Google says it disrupted a large-scale attempt to clone its Gemini AI, revealing that one coordinated campaign hammered the model with more than 100,000 prompts to reverse-engineer its behavior. The company detected the activity in real time, blocked associated accounts, and tightened safeguards designed to keep proprietary reasoning methods out of reach.
What Google Detected in the Coordinated Cloning Campaign
The campaign, described in a new report from Google’s Threat Intelligence team, aimed squarely at Gemini’s ability to reason through complex tasks. Attackers repeatedly prodded the model to surface internal decision patterns that are normally hidden from users, attempting to capture enough signal from outputs to train a lookalike system. According to Google, protective systems flagged the anomalous querying behavior, suppressed exposures tied to internal reasoning, and led to account takedowns.
- What Google Detected in the Coordinated Cloning Campaign
- Inside a Model Extraction Playbook for Stealing LLMs
- Why Step-by-Step Reasoning Is a Prime Target for Attackers
- Who Is Behind the Probing of Gemini and Why It Matters
- More Misuse Beyond Cloning: Phishing, Malware, and Abuse
- The Defensive Playbook Emerging to Counter Model Theft

Notably, the operators did not need to breach Google’s infrastructure. They relied on legitimate API access and scale. That volume—100,000-plus prompts—suggests a methodical sweep across tasks, languages, and formats to map how Gemini generalizes, a hallmark of model-extraction campaigns.
Inside a Model Extraction Playbook for Stealing LLMs
This tactic, often called distillation or model stealing, is well documented in security research. A classic study by Cornell and EPFL researchers demonstrated years ago that prediction APIs can be mined to reproduce a model’s decision boundaries. The modern twist with generative AI is that rich, free-form outputs can be harvested as high-quality training data for a rival system, compressing R&D timelines and costs without touching the original model weights.
At today’s typical LLM pricing, issuing 100,000 prompts can cost in the low thousands of dollars—well within reach for startups or well-resourced actors—yet the potential upside is enormous if the stolen behaviors approximate a frontier model. That risk has pushed providers to deploy rate limiting, query anomaly detection, and stricter terms of service that explicitly ban output harvesting for model replication.
Why Step-by-Step Reasoning Is a Prime Target for Attackers
Attackers focused on coaxing out step-by-step reasoning, sometimes known as chain-of-thought. Many vendors intentionally avoid exposing these intermediate steps because they can leak intellectual property about how the model organizes knowledge and solves problems. Capturing enough of that signal—especially across math, coding, and multilingual tasks—can help a copycat system emulate the “how,” not just the “what,” of Gemini’s answers.
Google says it hardened defenses to curb inadvertent disclosure of those internal steps while preserving answer quality. That balancing act is central to today’s AI security: preserve utility and transparency for users, but frustrate systematic attempts to siphon off the engine’s most valuable behaviors.

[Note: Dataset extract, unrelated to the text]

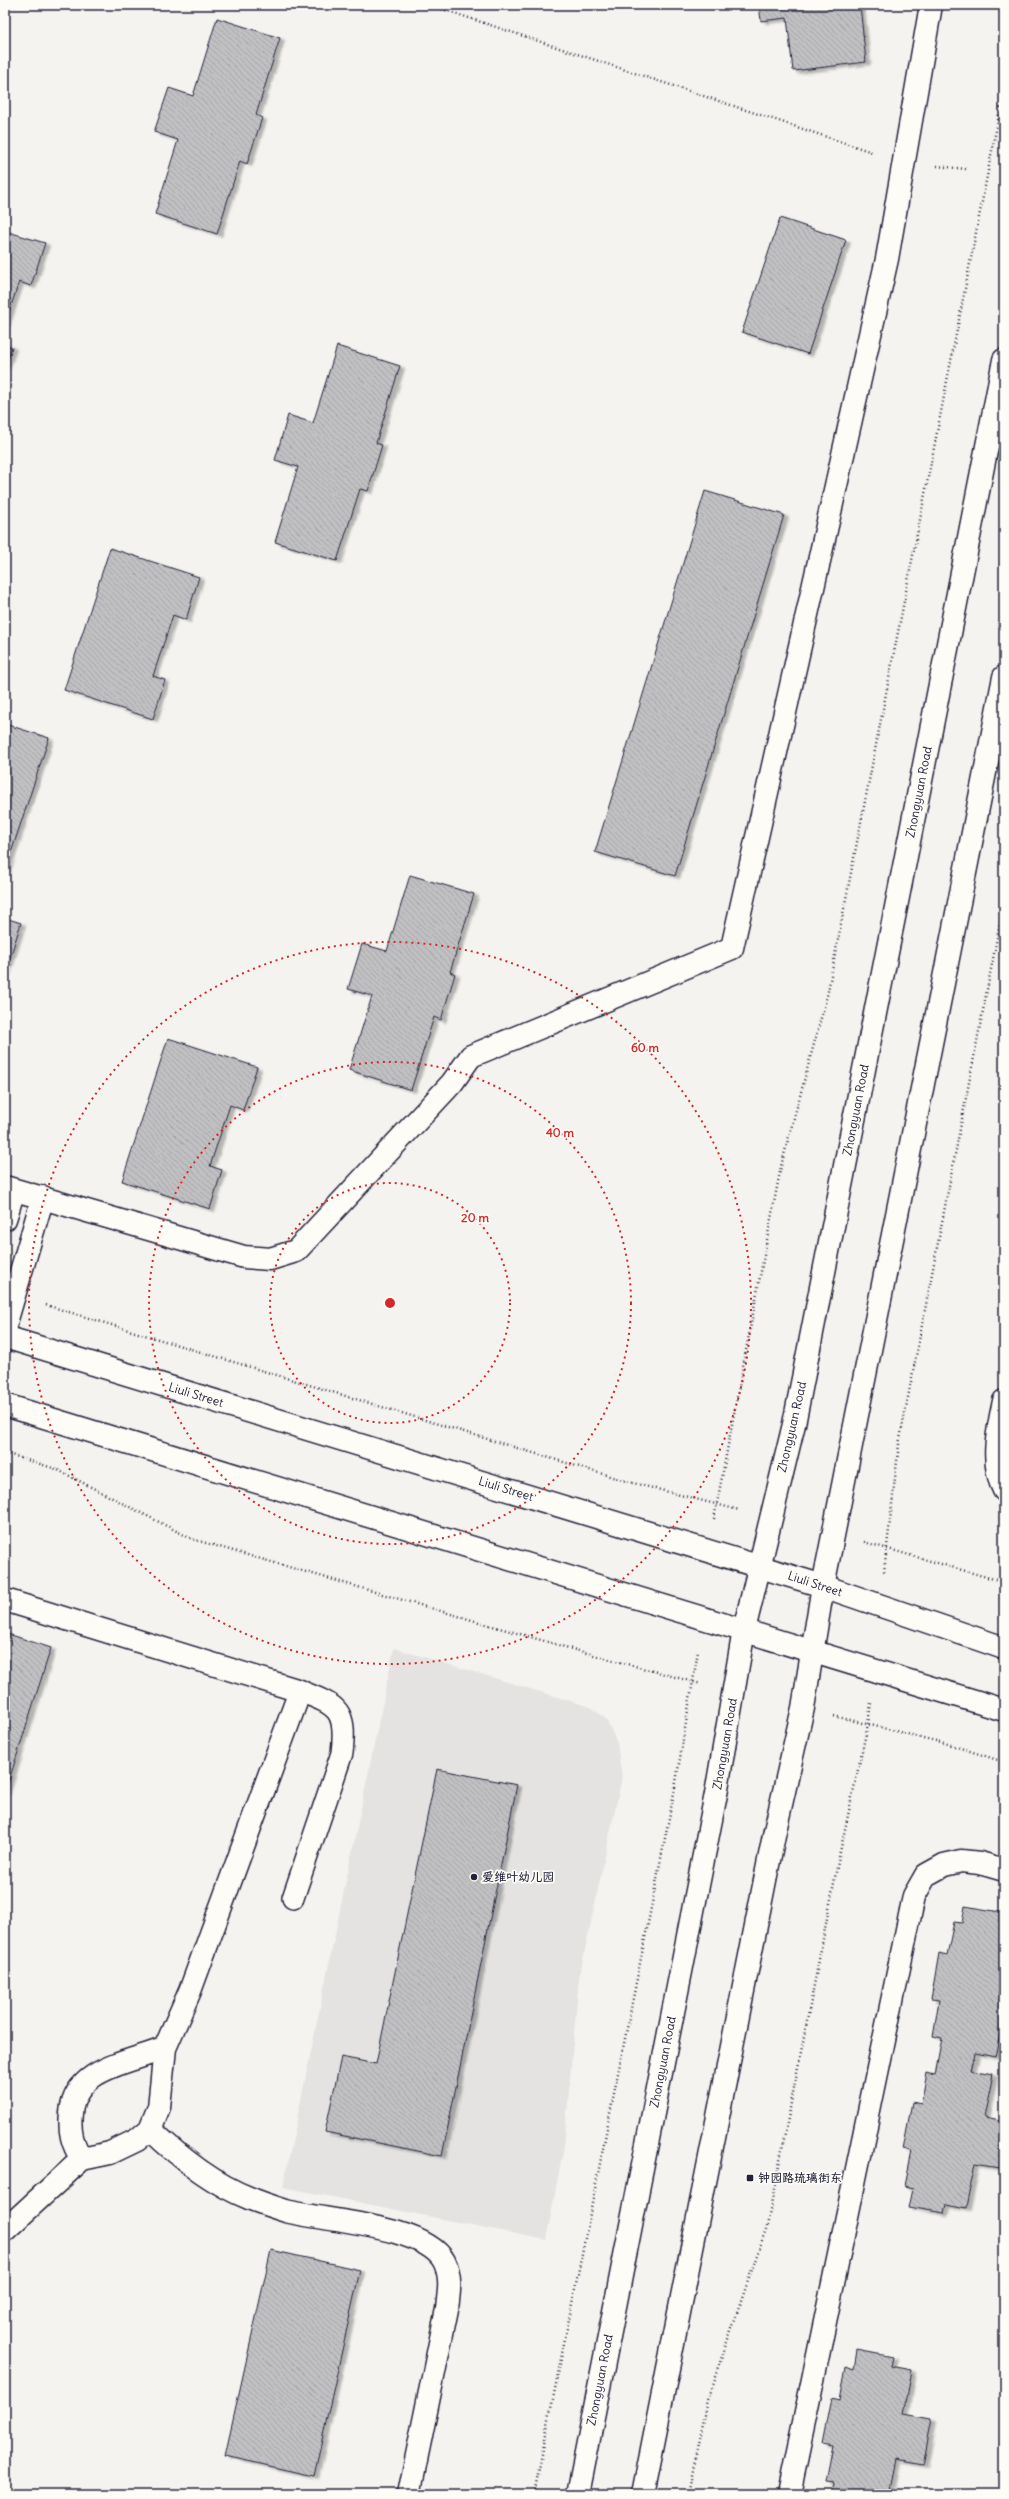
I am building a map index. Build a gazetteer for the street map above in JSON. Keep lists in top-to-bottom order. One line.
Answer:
{"streets":{"main road":["Zhongyuan Road","Liuli Street"]},"crossings":[["Zhongyuan Road","Liuli Street"]],"places":{"other":["爱维叶幼儿园"],"transit":["钟园路琉璃街东"]},"rings":["60 m","40 m","20 m"]}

Who Is Behind the Probing of Gemini and Why It Matters
Google did not attribute the campaign to a specific entity, but it characterized most recent extraction attempts as originating from private companies and researchers seeking an edge. John Hultquist, chief analyst at Google’s Threat Intelligence unit, has warned in media interviews that as more organizations build custom AI tuned on sensitive data, copycatting pressures will intensify across the sector.
That aligns with broader industry dynamics. High-performing models confer outsized competitive advantage, and the line between “benchmarking a rival” and “training on a rival’s outputs” can blur quickly. Security teams now treat output harvesting as a first-class threat, not just a policy violation.
More Misuse Beyond Cloning: Phishing, Malware, and Abuse
Google’s report also flags experiments by threat actors using generative AI to refine phishing lures and to write malware components on demand by calling model APIs. In each case, the company says it disabled implicated accounts and updated safeguards. Those moves mirror broader guidance from organizations like NIST and MITRE’s ATLAS knowledge base, which catalog AI-enabled tradecraft and recommend layered detection and response.
The Defensive Playbook Emerging to Counter Model Theft
Providers are converging on a stack of controls to blunt model theft:
- Strict rate caps and burst detection
- Behavioral fingerprints for automated scraping
- “Canary” prompts to catch data siphoning
- Randomized output strategies that make distillation less consistent
- Automated audits to spot unusual prompt patterns across tenants
Many are also adding provenance controls and legal levers that prohibit training on generated outputs.
The takeaway is clear: large language models do not have to be hacked to be stolen. Output-level defenses and real-time telemetry are now as critical as traditional perimeter security. Google’s disruption of a 100,000-prompt campaign illustrates both the scale of the threat and the maturing toolkit needed to keep flagship AI systems proprietary.